→ Work to complete
Identify each line below that contains the word "Sort", and copy it out.

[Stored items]
=======

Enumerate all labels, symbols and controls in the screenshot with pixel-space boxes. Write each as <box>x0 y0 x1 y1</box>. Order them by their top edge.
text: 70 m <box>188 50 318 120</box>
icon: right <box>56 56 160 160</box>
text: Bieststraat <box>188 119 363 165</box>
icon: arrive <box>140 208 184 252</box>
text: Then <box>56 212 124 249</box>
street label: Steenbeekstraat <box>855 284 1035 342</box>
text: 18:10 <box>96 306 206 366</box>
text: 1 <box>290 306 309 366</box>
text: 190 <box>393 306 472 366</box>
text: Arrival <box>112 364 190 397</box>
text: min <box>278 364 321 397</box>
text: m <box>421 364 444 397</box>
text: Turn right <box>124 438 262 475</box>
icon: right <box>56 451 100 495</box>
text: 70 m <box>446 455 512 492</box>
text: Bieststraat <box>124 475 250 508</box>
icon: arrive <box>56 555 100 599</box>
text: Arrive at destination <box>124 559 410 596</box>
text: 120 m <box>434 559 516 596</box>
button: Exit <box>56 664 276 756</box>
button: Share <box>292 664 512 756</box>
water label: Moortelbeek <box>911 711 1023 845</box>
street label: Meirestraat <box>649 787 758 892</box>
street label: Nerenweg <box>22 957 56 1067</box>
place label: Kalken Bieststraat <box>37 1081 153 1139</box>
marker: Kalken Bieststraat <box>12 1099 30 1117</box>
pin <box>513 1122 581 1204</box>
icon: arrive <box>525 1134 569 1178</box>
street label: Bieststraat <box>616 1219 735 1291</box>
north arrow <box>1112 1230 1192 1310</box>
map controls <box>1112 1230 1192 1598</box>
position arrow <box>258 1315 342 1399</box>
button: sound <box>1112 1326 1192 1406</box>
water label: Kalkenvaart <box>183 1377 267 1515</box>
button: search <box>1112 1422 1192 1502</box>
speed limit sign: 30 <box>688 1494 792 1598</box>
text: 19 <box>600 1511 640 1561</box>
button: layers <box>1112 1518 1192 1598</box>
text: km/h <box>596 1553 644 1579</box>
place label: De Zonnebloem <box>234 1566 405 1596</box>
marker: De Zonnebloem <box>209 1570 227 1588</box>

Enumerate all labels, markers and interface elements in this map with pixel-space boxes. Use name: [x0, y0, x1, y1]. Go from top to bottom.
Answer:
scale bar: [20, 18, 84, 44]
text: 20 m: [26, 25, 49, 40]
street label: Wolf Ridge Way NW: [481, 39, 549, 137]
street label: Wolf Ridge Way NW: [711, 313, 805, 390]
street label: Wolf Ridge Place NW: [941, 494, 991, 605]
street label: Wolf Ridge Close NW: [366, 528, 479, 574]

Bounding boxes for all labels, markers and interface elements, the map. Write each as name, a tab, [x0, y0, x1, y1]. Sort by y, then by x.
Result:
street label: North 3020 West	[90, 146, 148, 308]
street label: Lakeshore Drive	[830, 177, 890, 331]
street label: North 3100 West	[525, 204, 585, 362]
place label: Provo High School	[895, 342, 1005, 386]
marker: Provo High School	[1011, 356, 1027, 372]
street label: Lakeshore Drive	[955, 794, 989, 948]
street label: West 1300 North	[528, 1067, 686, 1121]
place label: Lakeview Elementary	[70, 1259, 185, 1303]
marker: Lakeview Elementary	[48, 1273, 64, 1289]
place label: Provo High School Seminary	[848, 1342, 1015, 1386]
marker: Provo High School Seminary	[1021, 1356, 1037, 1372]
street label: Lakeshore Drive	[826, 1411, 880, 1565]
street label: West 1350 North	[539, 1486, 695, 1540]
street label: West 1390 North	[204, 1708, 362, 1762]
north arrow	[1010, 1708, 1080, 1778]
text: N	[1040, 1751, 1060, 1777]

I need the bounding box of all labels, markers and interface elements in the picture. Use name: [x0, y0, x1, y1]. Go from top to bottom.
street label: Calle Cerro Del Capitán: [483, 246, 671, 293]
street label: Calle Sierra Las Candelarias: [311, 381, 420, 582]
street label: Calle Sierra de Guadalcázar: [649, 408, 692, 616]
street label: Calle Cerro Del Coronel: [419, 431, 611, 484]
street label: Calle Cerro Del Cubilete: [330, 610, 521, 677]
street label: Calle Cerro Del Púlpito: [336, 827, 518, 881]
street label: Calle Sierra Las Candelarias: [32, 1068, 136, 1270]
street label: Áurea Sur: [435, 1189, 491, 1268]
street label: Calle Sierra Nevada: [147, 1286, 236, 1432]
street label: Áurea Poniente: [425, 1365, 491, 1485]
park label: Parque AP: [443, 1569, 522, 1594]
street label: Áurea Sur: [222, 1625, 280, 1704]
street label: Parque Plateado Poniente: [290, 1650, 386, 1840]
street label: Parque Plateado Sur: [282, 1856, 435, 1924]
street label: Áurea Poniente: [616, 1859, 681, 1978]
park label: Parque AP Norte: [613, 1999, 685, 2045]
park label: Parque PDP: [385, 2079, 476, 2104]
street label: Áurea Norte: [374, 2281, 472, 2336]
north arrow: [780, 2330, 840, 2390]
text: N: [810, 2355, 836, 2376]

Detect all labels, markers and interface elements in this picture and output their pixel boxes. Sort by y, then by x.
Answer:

=======

→ Written response
Bounding boxes for all labels, markers and interface elements, the map. Write each as name, a tab, [x0, y0, x1, y1]. Sort by y, then by x.
Detect all labels, markers and interface elements in this picture and output their pixel boxes. Sort by y, then by x.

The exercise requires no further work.